I was arrested by the photograph of a Pacific sideband snail. The photo was taken recently by one of my summer student researchers, Delia Anderson.

Technically, it was not too difficult. She and her fellow researchers are charged with studying the wondrous world of the Blaauw Eco Forest in Glen Valley, so it was part of her job to go slowly and pay attention, even to the smallest and slowest of creatures.

And capturing a snail “on film” does not require mad skills. It’s not quite like snapping a picture from a fast-moving jeep of a wildebeest running 70 km per hour on the African Savannah.

What arrested me was something about the look of the snail — its four “antenna-eyes” (as my sons used to call them) staring up at the camera, its translucent yet muscular body rippling with snail strength, and all of this topped off with a ripper of a ribbon-patterned shell.

Incidentally, the larger pair of antennae do act as eye stalks to help the snail see, while both pairs are involved in tactile and chemosensory functions.

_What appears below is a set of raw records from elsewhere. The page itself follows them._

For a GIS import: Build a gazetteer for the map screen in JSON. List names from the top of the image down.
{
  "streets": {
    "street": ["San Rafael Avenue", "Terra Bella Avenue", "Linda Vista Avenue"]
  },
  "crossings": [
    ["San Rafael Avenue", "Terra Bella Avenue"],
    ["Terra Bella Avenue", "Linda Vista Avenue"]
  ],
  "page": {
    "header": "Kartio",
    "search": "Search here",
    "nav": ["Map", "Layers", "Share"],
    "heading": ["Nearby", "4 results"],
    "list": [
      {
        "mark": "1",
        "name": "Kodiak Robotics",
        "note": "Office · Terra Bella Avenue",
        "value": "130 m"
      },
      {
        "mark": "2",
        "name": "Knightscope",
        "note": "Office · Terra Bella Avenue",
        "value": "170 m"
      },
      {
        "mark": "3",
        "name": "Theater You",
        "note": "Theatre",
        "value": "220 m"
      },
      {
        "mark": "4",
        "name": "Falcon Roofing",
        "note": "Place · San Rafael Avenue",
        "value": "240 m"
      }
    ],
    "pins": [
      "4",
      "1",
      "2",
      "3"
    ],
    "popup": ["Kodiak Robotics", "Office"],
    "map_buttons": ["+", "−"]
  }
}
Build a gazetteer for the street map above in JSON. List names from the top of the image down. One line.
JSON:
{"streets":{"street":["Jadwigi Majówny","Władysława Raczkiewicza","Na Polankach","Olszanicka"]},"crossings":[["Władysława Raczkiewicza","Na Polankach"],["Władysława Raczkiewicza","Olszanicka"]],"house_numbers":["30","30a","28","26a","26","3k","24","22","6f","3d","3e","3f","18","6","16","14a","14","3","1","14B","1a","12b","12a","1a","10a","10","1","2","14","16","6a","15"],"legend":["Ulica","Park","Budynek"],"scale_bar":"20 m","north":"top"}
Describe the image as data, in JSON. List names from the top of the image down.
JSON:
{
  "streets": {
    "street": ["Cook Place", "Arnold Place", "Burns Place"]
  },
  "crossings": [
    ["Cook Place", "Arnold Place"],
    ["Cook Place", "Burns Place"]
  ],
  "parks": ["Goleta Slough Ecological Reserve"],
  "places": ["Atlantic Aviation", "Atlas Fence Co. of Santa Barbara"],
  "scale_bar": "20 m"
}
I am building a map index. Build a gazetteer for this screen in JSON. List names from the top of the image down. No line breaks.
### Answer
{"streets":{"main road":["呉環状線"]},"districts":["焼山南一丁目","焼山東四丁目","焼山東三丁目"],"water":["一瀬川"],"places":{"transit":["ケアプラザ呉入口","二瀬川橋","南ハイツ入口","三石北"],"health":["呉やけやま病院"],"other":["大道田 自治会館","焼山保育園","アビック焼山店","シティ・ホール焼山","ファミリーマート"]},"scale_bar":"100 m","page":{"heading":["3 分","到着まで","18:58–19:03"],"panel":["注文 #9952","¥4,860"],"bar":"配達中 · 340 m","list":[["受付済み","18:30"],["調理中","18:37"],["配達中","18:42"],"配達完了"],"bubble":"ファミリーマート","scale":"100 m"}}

The snail itself is an exercise in focusing in, not cutting corners, but moving along every inch of terrain until it finds what it is looking for — some food, a mate, or a good place to chill for a while.

Snails just don’t move very fast. Their survival and well-being is predicated on a slow lifestyle, protected from predators by their shell. They don’t (and can’t) migrate to some far off place when the weather gets dry, as it will later this summer. They just bury themselves in the ground and take a nap.

My colleague at Trinity Western, Karen Steensma, and her students did a study of the movements of the Pacific sideband’s cousin, the Oregon forestsnail. Through extensive snail tracking using radio telemetry, they found the maximum distance a snail moved in a day was 4.5 m.

Four-and-a half meters a day is not bad for a snail, but very pedestrian from a human standpoint, where the goal these days is often 10,000 steps a day.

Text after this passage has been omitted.